**TASK DIRECTIONS**
In the entries below, find the lines with the word "Clinic" and copy them.

**SUPPLIED RECORDS**
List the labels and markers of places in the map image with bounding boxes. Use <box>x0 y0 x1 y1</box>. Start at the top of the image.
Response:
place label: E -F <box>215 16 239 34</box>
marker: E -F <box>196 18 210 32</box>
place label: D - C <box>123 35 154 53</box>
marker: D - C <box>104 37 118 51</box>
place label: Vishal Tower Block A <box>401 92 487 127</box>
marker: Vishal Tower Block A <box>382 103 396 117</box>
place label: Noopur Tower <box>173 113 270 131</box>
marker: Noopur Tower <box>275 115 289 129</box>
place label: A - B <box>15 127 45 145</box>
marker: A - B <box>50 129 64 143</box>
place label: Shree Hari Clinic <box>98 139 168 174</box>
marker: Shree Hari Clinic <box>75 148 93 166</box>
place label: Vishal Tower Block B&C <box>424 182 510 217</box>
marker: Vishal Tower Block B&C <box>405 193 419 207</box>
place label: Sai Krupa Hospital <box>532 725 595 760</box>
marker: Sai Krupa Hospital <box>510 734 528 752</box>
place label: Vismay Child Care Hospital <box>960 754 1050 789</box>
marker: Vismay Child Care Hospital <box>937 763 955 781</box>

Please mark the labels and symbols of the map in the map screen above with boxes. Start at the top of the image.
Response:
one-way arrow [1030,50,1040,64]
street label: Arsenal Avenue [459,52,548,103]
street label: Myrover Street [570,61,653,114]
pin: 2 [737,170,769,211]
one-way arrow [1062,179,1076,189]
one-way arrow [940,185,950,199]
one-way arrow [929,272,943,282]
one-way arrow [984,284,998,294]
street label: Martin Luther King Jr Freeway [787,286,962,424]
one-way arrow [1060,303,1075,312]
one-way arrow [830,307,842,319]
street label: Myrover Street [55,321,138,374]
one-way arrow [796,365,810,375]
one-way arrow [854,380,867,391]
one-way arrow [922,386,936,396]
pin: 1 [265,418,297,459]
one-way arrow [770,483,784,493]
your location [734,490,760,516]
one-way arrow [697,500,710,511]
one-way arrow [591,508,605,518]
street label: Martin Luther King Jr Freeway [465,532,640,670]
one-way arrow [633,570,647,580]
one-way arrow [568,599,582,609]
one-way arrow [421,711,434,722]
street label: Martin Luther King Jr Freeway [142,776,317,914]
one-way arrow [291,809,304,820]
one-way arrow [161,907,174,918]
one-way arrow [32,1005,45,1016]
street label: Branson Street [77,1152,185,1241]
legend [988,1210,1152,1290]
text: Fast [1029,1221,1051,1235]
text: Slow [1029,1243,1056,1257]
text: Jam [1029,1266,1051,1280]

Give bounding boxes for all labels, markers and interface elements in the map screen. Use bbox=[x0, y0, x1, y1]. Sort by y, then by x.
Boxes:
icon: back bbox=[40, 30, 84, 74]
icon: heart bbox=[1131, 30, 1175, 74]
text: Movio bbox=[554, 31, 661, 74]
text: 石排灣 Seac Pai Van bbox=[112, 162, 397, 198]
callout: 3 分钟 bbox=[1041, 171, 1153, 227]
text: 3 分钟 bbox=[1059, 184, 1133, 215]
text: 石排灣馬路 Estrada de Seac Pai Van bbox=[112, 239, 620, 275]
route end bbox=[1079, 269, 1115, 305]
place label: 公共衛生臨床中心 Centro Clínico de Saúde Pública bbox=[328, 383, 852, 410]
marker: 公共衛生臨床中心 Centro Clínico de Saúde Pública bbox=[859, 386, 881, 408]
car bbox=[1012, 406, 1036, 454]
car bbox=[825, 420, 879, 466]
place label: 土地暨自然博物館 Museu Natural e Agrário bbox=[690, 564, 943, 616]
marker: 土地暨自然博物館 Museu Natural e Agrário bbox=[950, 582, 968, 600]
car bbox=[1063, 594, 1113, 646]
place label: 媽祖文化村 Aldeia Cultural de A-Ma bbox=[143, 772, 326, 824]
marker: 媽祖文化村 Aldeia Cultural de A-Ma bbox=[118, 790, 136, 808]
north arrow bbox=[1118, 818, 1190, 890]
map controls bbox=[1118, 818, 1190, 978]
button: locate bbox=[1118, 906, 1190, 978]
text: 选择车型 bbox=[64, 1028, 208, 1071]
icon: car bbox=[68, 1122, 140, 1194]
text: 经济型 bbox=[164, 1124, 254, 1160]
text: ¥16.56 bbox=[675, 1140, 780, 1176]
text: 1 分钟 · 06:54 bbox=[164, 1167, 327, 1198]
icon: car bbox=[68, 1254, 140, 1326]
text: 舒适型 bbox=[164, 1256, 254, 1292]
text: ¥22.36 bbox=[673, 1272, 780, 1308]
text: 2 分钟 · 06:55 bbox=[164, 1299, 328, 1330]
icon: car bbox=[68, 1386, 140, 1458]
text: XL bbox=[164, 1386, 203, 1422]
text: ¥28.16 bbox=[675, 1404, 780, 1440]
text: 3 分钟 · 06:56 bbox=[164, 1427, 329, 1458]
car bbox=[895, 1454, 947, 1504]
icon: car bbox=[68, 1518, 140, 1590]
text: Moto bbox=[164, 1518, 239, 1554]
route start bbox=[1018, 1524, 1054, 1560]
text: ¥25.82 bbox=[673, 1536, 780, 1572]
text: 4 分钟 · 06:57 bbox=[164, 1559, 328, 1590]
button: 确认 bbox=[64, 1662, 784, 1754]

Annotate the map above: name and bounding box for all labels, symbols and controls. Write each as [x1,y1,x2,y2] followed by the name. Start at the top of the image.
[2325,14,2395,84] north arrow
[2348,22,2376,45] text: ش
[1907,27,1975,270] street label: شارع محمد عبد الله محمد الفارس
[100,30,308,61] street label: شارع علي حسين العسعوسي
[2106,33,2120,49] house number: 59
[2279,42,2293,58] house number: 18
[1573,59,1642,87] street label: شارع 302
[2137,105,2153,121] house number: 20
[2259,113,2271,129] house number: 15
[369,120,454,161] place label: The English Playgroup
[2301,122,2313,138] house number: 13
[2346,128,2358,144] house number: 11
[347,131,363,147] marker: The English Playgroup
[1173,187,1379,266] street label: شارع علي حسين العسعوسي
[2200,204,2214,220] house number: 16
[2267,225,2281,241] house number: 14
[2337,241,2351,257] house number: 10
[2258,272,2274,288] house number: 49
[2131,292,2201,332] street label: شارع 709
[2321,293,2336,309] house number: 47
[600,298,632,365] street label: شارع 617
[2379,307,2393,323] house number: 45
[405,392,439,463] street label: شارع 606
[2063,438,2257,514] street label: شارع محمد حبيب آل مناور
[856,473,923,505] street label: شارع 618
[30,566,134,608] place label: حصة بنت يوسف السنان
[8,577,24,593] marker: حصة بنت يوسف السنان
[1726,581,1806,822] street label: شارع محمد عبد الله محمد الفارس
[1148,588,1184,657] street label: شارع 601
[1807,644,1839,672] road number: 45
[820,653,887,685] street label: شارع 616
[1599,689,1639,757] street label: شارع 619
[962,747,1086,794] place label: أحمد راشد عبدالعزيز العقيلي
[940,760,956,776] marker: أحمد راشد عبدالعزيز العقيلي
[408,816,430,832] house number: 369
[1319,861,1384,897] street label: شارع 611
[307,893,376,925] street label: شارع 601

**ANSWER SPACE**
place label: Shree Hari Clinic <box>98 139 168 174</box>
marker: Shree Hari Clinic <box>75 148 93 166</box>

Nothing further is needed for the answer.